Bounds on the number of discontinuities of Morton-type space-filling curves

TL;DR

This paper investigates the discontinuities of Morton-type space-filling curves, establishing bounds on the number of face-connected subdomains they produce, and provides theoretical and computational insights into their jump frequency.

Contribution

It proves bounds on the number of subdomains created by Morton-type curves in various dimensions and analyzes their jump behavior both theoretically and computationally.

Findings

For hypercube cases, the number of subdomains is bounded by two.

For simplicial cases in 2D and 3D, the bound grows with refinement depth.

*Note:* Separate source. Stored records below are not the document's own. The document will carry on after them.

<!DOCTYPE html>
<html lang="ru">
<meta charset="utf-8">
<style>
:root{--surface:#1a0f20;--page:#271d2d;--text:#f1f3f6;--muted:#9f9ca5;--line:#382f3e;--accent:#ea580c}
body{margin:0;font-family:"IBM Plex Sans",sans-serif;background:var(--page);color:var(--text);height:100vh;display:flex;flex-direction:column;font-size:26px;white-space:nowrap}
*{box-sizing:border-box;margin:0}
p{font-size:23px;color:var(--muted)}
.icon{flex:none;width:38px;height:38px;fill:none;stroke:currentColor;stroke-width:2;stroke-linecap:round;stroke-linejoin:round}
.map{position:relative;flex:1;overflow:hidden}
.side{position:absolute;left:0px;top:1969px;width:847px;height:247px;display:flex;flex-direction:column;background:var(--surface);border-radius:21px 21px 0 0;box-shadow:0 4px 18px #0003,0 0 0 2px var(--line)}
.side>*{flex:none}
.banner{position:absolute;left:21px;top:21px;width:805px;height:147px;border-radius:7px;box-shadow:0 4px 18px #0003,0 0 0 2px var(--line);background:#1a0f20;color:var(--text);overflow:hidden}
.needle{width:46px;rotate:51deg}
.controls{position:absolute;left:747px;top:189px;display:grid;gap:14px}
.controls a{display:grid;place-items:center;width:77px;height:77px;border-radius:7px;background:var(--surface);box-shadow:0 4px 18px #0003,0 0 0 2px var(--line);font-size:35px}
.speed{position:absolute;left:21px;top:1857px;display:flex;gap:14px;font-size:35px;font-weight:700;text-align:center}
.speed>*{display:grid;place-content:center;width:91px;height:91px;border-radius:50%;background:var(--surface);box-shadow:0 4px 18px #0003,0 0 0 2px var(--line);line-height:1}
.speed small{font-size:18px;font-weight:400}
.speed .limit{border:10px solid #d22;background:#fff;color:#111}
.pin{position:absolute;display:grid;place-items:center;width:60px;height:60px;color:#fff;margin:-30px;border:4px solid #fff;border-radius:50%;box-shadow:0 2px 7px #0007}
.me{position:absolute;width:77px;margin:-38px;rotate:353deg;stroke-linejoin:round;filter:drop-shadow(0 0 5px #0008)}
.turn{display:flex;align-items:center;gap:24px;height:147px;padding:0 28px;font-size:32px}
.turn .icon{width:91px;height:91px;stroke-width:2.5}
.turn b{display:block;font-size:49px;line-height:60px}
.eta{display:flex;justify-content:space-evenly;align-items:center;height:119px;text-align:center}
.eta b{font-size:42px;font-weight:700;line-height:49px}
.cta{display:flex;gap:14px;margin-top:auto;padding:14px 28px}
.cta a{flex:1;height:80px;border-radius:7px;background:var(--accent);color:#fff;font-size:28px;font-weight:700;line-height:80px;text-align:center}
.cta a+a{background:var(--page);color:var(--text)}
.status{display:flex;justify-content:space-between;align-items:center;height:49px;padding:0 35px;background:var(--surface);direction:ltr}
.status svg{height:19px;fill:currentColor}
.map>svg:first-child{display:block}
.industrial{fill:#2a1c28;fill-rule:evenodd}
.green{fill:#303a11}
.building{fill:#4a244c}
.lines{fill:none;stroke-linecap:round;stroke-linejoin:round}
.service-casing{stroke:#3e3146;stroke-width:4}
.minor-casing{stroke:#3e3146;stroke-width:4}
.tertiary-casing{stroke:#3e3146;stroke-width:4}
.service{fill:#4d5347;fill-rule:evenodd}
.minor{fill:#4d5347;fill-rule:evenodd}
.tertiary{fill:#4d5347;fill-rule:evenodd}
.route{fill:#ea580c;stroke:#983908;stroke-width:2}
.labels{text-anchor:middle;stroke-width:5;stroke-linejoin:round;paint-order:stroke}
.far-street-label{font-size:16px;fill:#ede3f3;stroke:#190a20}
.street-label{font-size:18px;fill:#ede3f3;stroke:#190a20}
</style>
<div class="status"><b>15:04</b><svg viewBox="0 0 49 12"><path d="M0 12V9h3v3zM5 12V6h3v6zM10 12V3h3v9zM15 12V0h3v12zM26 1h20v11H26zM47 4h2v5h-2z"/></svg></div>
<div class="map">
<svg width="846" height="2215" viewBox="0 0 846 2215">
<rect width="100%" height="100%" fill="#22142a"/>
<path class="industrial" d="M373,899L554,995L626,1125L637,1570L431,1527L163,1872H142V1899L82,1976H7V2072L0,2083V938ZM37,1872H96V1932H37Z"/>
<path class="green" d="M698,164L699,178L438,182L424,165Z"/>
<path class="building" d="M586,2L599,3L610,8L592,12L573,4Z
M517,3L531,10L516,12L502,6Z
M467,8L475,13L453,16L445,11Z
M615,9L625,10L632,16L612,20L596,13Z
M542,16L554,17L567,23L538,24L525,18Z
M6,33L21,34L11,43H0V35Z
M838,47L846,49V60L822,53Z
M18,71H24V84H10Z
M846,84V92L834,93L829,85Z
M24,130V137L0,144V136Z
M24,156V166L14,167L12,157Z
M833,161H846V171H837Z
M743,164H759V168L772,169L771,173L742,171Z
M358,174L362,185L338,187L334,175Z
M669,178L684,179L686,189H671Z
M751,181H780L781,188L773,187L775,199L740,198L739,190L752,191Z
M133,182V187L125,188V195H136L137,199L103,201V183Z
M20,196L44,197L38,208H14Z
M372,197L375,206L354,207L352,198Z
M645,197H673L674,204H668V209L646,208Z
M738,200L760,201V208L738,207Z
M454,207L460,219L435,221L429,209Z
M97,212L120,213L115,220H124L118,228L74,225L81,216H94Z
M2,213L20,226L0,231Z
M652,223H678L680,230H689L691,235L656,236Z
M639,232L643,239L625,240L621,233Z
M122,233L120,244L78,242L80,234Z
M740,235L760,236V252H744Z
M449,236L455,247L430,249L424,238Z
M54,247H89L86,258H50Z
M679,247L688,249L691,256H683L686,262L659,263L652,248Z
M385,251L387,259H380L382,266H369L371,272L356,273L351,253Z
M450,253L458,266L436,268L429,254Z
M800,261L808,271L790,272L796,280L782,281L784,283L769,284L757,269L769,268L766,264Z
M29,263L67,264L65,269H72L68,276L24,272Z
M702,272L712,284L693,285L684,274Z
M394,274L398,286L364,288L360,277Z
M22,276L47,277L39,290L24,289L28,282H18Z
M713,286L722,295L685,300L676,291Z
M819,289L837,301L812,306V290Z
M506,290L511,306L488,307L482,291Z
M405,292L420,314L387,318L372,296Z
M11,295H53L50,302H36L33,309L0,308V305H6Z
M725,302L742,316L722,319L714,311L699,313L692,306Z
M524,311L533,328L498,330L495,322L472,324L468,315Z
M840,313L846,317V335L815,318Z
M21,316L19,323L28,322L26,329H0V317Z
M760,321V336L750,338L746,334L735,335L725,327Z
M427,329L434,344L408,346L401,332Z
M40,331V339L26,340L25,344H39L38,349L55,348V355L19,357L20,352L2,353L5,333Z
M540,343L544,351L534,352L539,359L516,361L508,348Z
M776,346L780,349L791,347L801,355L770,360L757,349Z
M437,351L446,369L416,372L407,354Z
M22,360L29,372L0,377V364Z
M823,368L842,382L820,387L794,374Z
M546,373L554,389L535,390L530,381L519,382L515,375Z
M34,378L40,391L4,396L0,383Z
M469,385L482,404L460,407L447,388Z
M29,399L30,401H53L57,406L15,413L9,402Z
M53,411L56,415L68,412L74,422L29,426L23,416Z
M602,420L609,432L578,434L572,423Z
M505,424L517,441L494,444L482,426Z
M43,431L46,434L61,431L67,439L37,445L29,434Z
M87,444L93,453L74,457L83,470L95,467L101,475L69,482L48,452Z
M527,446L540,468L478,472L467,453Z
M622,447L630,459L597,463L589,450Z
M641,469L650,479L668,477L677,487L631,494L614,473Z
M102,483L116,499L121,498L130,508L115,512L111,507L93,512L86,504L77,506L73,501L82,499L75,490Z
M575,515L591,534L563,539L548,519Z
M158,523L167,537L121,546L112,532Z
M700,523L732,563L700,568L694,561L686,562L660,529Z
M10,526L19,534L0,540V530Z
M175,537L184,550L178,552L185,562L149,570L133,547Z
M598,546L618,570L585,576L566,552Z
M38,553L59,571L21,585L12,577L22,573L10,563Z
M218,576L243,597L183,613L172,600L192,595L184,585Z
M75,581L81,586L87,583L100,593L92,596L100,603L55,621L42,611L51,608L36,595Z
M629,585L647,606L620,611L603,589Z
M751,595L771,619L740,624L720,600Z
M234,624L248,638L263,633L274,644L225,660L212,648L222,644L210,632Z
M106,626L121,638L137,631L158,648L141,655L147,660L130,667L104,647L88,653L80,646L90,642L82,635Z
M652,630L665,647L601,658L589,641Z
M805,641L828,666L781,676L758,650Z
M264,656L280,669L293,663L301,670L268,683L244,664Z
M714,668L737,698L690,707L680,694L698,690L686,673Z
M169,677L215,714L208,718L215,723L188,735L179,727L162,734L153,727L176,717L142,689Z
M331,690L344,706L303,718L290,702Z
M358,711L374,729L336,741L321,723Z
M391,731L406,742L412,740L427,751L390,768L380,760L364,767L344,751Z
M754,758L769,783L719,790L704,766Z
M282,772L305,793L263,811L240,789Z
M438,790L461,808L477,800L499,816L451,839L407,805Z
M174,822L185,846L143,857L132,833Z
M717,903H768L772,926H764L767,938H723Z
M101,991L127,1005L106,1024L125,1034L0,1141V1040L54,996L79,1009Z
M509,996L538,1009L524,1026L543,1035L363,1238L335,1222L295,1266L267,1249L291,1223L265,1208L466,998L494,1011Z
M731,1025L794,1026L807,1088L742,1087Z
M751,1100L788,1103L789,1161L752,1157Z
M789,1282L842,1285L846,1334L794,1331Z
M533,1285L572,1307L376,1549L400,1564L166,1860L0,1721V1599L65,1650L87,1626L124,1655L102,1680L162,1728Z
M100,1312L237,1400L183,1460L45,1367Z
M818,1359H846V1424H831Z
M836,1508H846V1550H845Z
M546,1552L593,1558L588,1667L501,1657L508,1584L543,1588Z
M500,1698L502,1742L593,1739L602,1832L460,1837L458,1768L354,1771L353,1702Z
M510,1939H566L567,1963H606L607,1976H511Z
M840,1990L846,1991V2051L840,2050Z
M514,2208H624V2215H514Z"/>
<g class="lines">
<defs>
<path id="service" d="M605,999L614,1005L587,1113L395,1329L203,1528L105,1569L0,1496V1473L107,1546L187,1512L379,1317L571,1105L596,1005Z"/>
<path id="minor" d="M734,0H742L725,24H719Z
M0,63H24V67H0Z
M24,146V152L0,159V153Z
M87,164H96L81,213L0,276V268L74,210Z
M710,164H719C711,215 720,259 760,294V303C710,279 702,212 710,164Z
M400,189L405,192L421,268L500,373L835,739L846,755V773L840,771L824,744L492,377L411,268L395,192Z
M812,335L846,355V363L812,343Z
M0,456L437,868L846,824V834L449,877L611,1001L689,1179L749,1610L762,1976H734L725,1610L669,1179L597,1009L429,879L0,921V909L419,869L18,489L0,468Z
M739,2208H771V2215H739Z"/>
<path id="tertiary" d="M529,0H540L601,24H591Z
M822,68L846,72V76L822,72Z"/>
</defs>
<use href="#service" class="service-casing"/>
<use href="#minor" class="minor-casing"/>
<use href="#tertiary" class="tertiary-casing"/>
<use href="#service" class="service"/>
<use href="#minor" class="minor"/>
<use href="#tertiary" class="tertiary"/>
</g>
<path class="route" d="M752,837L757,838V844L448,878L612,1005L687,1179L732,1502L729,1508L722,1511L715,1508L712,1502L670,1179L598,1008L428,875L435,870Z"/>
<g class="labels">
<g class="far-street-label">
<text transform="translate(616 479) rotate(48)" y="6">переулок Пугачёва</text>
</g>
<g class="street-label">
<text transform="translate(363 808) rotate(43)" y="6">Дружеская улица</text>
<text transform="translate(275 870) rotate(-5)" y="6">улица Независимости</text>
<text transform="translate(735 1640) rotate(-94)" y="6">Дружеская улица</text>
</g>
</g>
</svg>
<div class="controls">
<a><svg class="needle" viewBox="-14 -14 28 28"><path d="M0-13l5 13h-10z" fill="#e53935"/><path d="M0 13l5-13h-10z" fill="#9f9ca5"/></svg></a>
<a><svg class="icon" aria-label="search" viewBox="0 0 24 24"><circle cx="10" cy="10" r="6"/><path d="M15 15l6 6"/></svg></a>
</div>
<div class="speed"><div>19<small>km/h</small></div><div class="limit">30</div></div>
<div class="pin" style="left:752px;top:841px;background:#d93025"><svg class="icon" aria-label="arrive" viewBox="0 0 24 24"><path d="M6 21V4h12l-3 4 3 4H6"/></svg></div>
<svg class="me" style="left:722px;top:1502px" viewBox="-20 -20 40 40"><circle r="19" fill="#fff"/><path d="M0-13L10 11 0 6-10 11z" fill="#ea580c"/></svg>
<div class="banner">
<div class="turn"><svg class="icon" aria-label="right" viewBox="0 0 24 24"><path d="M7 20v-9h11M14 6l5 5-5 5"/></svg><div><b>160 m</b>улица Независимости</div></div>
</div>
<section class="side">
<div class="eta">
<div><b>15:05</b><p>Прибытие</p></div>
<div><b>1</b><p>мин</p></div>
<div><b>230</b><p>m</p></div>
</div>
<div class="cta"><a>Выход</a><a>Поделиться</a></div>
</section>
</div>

The study includes both theoretical proofs and computational analysis of jump frequency.

Abstract

The Morton- or z-curve is one example for a space filling curve: Given a level of refinement L, it maps the interval [0, 2**dL) one-to-one to a set of d-dimensional cubes of edge length 2**-L that form a subdivision of the unit cube. Similar curves have been proposed for triangular and tetrahedral unit domains. In contrast to the Hilbert curve that is continuous, the Morton-type curves produce jumps. We prove that any contiguous subinterval of the curve divides the domain into a bounded number of face-connected subdomains. For the hypercube case and arbitrary dimension, the subdomains are star-shaped and the bound is indeed two. For the simplicial case in dimensions 2 and 3, the bound is proportional to the depth of refinement L. We supplement the paper with theoretical and computational studies on the frequency of jumps for a quantitative assessment.